In April 1945, the Japanese battleship Yamato — the largest and heaviest in history — embarked upon a suicide mission. The ship sailed to Okinawa, where a huge American assault was taking place. Under extensive enemy fire, it sank, as was expected, to the bottom of the Pacific. With it, it took 2,280 of its crew. Survivors’ accounts exist and continued to be taken until very recently. They describe seamen lost even on board, unable to find their living quarters because of the sheer size of the vessel; arrows painted on decks to indicate the direction of the bow or stern; and the testing days before what the crew knew would be the battleship’s last mission.
Jan Morris, however, does not include the human stories of the Yamato. Rather, in this illustrated essay of sorts, she follows the ship’s journey from a distance. She has us watch with her, from somewhere above the ship — perhaps like gods — as it sits in wait off the Mitajiri shore, and from ‘across the darkening water’ as it prepares to set out on its final journey. Rarely does Morris venture on board; while she speculates about the tiny details of the ship and conjures a sense of something that can only be described as its character, she does not linger on the moods or emotions of the crew. The book, however, is no less human for it, since Morris’s tremendous skill is in breathing life into — and making it possible to empathise with — the inanimate: buildings, cities, ports and, this time, a ship.
The Yamato, built at Kure, on the Inner Sea of Japan, at the end of the 1930s, was a heavy, solid, angular and ultimately brutal machine, weighing 65,000 tons, and measuring, in length, 263 metres. It was armed with nine 45 Caliber Type 94 naval guns, six 155-millimetre guns, 24 127-millimetre guns and 162 25-millimetre anti-aircraft guns. It was the most powerful warship ever built — ‘the ultimate battleship’ Morris writes, charmingly (and briefly) shedding her usual elegance. A similarly laid-out Japanese ship shows weapons on vast mounts dwarfing the crew, who are gathered for a group photograph.
Yet, for all of its bravado, the Yamato was not simply a brutal thing, but a beautiful one, as described by Morris. It is a beast, alive and with a destiny: a whale — ancient in its design and purpose — on a mission to beach itself; a ‘tiger on a leash’ while it waits to set sail; and, then, a ‘tiger, unleashed’ when under attack, ‘tormented by insufferable insects in hopeless conflict’. Its end is not a sinking, but a suicide. At this book’s close, when Morris writes of the 1985 discovery of the Yamato’s wreck at the bottom of the Pacific, we imagine, instead of corroded metal, eroded bones — such is the power of the imagery.
The Yamato is a symbol. We begin in Morris’s own study where, on her desk, are models of the English Prince of Wales, the German Bismarck and the Yamato — together, ‘the last word in battleships’. ‘They emblemise for me,’ Morris writes, ‘the extinction of the imperialist ideology, the right of one community to lord over another, a notion which the battleship was a prime executor of.’ But the Yamato, especially, and its sinking — which took place so close to the end of the war — had significance all over the world, not only in Japan.
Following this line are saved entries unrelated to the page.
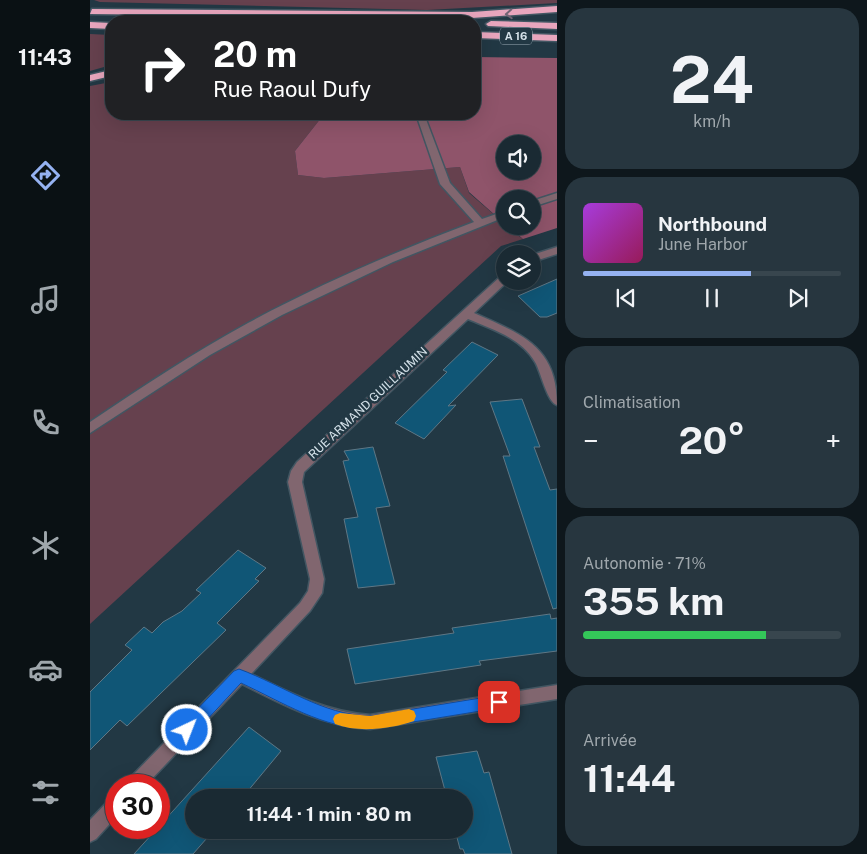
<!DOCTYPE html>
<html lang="fr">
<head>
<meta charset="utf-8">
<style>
  body { margin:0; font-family:"Public Sans",sans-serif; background:#27363f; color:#f1f3f6; height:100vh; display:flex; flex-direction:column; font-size:19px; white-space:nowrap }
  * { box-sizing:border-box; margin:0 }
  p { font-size:16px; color:#9fa7ac }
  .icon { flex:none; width:28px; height:28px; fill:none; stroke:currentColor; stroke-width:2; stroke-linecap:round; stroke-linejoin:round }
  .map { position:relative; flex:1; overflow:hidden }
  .drawer { display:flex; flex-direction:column; gap:8px; padding:8px; background:#0e171c; width:310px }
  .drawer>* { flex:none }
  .top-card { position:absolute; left:15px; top:15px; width:376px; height:105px; border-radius:20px; box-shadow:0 5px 20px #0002,0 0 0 1px #38464e; background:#202124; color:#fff; overflow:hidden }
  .fabs { position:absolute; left:406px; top:135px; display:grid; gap:10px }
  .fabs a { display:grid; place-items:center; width:45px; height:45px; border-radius:50%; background:#1a2a33; box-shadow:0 5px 20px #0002,0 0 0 1px #38464e; font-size:25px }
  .speed { position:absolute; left:15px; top:774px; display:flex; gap:10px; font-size:25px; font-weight:700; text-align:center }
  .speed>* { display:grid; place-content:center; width:65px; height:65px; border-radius:50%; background:#1a2a33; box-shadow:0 5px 20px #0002,0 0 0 1px #38464e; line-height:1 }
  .speed .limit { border:8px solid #d22; background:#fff; color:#111 }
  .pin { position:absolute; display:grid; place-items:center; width:42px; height:42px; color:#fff; margin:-21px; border-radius:10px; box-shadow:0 2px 8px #0006 }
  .me { position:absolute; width:55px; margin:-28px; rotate:43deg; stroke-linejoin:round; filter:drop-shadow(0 0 4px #0008) }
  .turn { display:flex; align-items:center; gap:18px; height:105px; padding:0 25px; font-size:22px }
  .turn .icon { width:65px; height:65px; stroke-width:2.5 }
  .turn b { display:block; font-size:35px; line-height:42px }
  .big { font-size:38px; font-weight:700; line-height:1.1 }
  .drawer .tile { flex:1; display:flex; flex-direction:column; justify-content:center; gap:8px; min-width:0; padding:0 18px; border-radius:20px; background:#27363f }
  .drawer .dial { align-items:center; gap:0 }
  .dial b { font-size:65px; line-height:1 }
  .song { display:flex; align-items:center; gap:15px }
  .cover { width:60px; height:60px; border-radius:8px; background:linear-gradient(135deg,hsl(280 70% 55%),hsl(330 70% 35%)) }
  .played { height:5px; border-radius:2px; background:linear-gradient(90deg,#95b2f1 65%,#38464e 65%) }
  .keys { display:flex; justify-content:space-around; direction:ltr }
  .heat { display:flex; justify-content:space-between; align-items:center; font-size:28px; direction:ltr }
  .charge { height:8px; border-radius:4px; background:linear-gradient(90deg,#34c759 71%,#38464e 0) }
  .trip { position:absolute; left:95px; top:789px; width:288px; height:50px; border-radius:25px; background:#1a2a33; box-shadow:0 5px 20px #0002,0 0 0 1px #38464e; font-weight:700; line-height:50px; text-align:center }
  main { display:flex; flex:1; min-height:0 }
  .menu { display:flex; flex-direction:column; width:90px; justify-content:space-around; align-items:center; background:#0a1114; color:#9fa7ac }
  .menu .icon { width:35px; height:35px }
  .menu .active { color:#95b2f1 }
  .menu b { font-size:22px; color:#f1f3f6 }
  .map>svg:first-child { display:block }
  .green { fill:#66414e }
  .forest { fill:#8f546a; fill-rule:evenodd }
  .building { fill:#105676; stroke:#5f7785 }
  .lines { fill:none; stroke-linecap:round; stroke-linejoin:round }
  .service-casing { stroke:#425662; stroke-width:3 }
  .minor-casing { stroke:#425662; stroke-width:3 }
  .motorway-casing { stroke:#425662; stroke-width:3 }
  .service { fill:#81666f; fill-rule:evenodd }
  .minor { fill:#81666f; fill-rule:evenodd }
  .motorway { fill:#e8a6bd; fill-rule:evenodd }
  .oneway { stroke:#716474 }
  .route { fill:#1a73e8; stroke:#114b97 }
  .slow { fill:#f59e0b }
  .labels { text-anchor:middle; stroke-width:5; stroke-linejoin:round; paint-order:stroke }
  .shield { fill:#223844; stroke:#9faeb8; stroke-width:1 }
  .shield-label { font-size:11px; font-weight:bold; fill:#d4e1e9 }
  .street-label { font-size:12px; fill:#d4e1e9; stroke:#223844 }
</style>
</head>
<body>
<main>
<nav class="menu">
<b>11:43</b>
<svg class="icon active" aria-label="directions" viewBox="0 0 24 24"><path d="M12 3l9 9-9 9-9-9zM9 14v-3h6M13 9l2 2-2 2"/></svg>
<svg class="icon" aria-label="music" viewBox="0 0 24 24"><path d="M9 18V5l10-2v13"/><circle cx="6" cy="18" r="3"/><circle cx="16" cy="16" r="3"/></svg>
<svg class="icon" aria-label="phone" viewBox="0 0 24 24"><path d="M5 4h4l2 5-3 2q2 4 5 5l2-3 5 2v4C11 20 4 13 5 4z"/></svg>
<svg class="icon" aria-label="climate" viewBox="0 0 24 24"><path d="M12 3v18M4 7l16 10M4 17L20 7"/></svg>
<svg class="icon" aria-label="car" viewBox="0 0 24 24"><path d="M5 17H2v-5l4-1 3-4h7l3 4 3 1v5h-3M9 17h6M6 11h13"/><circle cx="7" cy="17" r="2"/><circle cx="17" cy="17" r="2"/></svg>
<svg class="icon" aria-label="filters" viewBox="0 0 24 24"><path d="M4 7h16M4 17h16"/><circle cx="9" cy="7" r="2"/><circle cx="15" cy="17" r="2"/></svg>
</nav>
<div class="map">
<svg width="467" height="854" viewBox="0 0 467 854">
  <rect width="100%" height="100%" fill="#223844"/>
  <path class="green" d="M4,0H467V3L337,10L10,2Z
    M0,34L21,35V65L0,71Z
    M21,82V114H115L118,117L127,114H225L231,118L205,151L208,175L234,178L370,167L379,193L415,224V226L433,239L411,246L0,624V86Z"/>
  <path class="forest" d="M385,57L467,58V228L433,239L418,226H442V199H415V224L379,192L370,167L234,178L208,175L205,151L231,118L225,114H385ZM415,144H442V171H415Z"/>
  <path class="building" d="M467,279V313L457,317H450L428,296Z
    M382,342L408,355L358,406L366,405L334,439L305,423L357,372L353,370Z
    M432,399L450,447H444L460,490L467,489V608L463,609L413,456H420L400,402Z
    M283,447L300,506L286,508L305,584L268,588L254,519L268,517L253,461L259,460L254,451Z
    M148,550L176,568L165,579L169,581L127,623L136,630L37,726L30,720L0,750V692L42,650L35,645L54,627L62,633L73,622L92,611L111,593L106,590Z
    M460,614L461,619L467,618V651L389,661L391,665L265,684L257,649L364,633L362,628Z
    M159,727L191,751L152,798H104V830H124L103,854H44Z
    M387,751L394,773L399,772L422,854H375L373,849H370L365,830H374V798H357L346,757Z"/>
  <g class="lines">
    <defs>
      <path id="service" d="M326,114H334L360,183L392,219L415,211V217L303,262L192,315L120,355L0,433V422C52,387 103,353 158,323C230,284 307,251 384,222L350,184Z
        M467,193V199L442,207V201Z"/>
      <path id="minor" d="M467,247V254L442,262V255Z
        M415,275V281H418L384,313C431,334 467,346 467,405C457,402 451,372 445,362C431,338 402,329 378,319L214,472L212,482L234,579L232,593L220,611L161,674C200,693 236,712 280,715L467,685V699L280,729C233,726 193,705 152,684L56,785H37L39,779L210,603L218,591L220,579L198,482L201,471L207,462L411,276Z
        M26,797V817L6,839L0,842V820L20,799Z"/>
      <path id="motorway" d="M467,6V12L382,18L0,14L2,9L382,12Z
        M401,21L467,23V29L398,26L396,24Z
        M0,22L21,23V29L0,28Z
        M385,32L467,35V41L385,38Z
        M21,70V76L0,81V75Z"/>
    </defs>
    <use href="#service" class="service-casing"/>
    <use href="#minor" class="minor-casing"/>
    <use href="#motorway" class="motorway-casing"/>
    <use href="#service" class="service"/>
    <use href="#minor" class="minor"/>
    <use href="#motorway" class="motorway"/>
  </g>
  <defs><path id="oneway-chevron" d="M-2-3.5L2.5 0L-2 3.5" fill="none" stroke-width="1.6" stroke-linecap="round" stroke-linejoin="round" transform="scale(1.25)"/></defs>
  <use class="oneway" href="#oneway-chevron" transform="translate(419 14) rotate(177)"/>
  <path class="route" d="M149,669C193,685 232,715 280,716L409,695L414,697L416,702L414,706L409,708L280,729C234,729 192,702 151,683L103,735L97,737L92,735L90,730L92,725L144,671Z"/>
  <path class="slow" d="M319,709L324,711L326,716L324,721C301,729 268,733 245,724L243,719L245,715L250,713L280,716Z"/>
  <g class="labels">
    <rect class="shield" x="410" y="27.5" width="32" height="17" rx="4"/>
    <g class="shield-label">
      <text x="426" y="40">A 16</text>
    </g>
    <g class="street-label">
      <text transform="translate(278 403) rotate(-43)" y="4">RUE ARMAND GUILLAUMIN</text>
    </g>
  </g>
</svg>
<div class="fabs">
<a><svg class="icon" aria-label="sound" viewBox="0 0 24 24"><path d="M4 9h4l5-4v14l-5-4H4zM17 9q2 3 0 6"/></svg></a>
<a><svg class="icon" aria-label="search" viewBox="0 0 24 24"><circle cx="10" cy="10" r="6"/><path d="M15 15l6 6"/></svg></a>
<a><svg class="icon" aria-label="layers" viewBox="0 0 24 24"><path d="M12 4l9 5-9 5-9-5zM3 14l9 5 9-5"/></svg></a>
</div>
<div class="speed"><div class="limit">30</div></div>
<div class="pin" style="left:409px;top:702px;background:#d93025"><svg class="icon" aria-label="arrive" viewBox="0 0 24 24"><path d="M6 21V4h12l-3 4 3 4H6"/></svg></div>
<svg class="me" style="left:97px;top:730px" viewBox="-20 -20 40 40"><circle r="17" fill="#1a73e8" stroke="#fff" stroke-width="3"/><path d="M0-11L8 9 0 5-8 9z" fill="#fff"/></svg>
<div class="trip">11:44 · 1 min · 80 m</div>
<div class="top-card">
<div class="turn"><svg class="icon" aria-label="right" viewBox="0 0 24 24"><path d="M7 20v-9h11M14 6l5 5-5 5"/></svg><div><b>20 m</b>Rue Raoul Dufy</div></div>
</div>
</div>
<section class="drawer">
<div class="tile dial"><b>24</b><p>km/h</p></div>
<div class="tile">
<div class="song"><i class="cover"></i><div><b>Northbound</b><p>June Harbor</p></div></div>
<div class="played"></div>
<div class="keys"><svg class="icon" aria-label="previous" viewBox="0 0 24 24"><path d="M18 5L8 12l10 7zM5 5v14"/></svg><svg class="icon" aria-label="pause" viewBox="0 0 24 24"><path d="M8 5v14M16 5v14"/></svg><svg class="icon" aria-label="next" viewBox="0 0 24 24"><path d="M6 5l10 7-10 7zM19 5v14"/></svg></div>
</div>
<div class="tile"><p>Climatisation</p>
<div class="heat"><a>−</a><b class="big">20°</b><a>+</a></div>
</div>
<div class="tile"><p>Autonomie · 71%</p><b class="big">355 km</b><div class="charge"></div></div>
<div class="tile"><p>Arrivée</p><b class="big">11:44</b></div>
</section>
</main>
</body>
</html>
Admiral Samuel Eliot Morison, the official historian of the US Navy, wrote that it had ‘a sentimental interest for all sailors — when she went down, five centuries of naval warfare ended.’
That the Yamato was Japanese is incidental to this book. Morris is interested not in the cultural idiosyncrasies of the Japanese or of their weapons, but in the global nature of both. The Japanese are consequently not exoticised or dehumanised (which they often are and have been), or made to seem different to any other fighting force at any other place or time. They are, simply, people under orders, as people have been for millennia.
Morris makes universal (or, at least, more familiar to the West, specifically) the Japanese experience of war — while barely discussing it directly — by telling the story of the Yamato through various paintings (‘Washington crossing the Delaware’ by Emanuel Leutze; ‘Guernica’ by Picasso), and through pieces of classical music (Chopin, ‘with his streaks of something dark among the ecstasies’ accompanies the Yamato while it waits by the Japanese shore; Sibelius, Wagner, Mahler, as it approaches its destination in the night). This is a book that does not see enemies, allies, victors or losers. Rather, the Americans and Japanese ‘contribute’ to a ‘frenzy’; they do not strike each other but are themselves struck by ‘Chaos’.
There is a photograph that encapsulates perfectly Morris’s immense powers of description and evocation. In a birds’-eye- view shot of the Yamato evading enemy fire, the ship lifts the surface of the sea into one, curving, white crest, as a whale might. Were we not to know the subject, we might suspect that it was a majestic, living, breathing animal, putting on a show for the people flying over it.
In this book, which is as romantic as it is informative, written as a poet might write about his or her muse, Morris gives the pronoun afforded to all sea-vessels, ‘she’, new weight and meaning.